Saved data entries
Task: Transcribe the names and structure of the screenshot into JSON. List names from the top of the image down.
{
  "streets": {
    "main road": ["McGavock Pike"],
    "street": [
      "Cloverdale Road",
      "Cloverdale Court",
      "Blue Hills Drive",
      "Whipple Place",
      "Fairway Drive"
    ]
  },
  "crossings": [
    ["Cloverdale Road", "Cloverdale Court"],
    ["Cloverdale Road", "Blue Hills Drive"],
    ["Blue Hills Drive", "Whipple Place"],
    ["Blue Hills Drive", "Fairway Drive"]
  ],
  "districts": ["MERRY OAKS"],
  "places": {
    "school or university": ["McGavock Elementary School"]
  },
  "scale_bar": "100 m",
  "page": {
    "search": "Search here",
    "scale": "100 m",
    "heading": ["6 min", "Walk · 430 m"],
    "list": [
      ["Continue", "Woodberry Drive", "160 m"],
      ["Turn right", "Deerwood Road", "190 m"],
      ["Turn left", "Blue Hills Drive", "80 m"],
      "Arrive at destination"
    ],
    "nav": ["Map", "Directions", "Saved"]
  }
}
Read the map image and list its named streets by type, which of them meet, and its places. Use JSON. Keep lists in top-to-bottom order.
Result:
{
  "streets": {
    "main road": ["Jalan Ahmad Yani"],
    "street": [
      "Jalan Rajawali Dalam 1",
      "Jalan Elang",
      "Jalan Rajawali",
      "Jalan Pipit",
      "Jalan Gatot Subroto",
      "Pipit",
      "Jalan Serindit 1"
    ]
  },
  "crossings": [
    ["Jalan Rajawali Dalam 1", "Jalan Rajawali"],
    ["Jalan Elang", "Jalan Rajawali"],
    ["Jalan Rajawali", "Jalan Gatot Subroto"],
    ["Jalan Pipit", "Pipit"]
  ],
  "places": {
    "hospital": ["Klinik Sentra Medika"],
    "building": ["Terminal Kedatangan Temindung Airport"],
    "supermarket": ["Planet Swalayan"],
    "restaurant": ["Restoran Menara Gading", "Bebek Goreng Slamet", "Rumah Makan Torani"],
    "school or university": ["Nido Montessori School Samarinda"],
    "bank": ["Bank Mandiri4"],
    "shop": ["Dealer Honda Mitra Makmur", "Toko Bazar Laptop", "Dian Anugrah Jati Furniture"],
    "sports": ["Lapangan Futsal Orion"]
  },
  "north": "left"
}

■ Task requirements
Search the entries for the string "Drive" and return each line where it turns up.

■ Task output
      "Blue Hills Drive",
      "Fairway Drive"
    ["Cloverdale Road", "Blue Hills Drive"],
    ["Blue Hills Drive", "Whipple Place"],
    ["Blue Hills Drive", "Fairway Drive"]
      ["Continue", "Woodberry Drive", "160 m"],
      ["Turn left", "Blue Hills Drive", "80 m"],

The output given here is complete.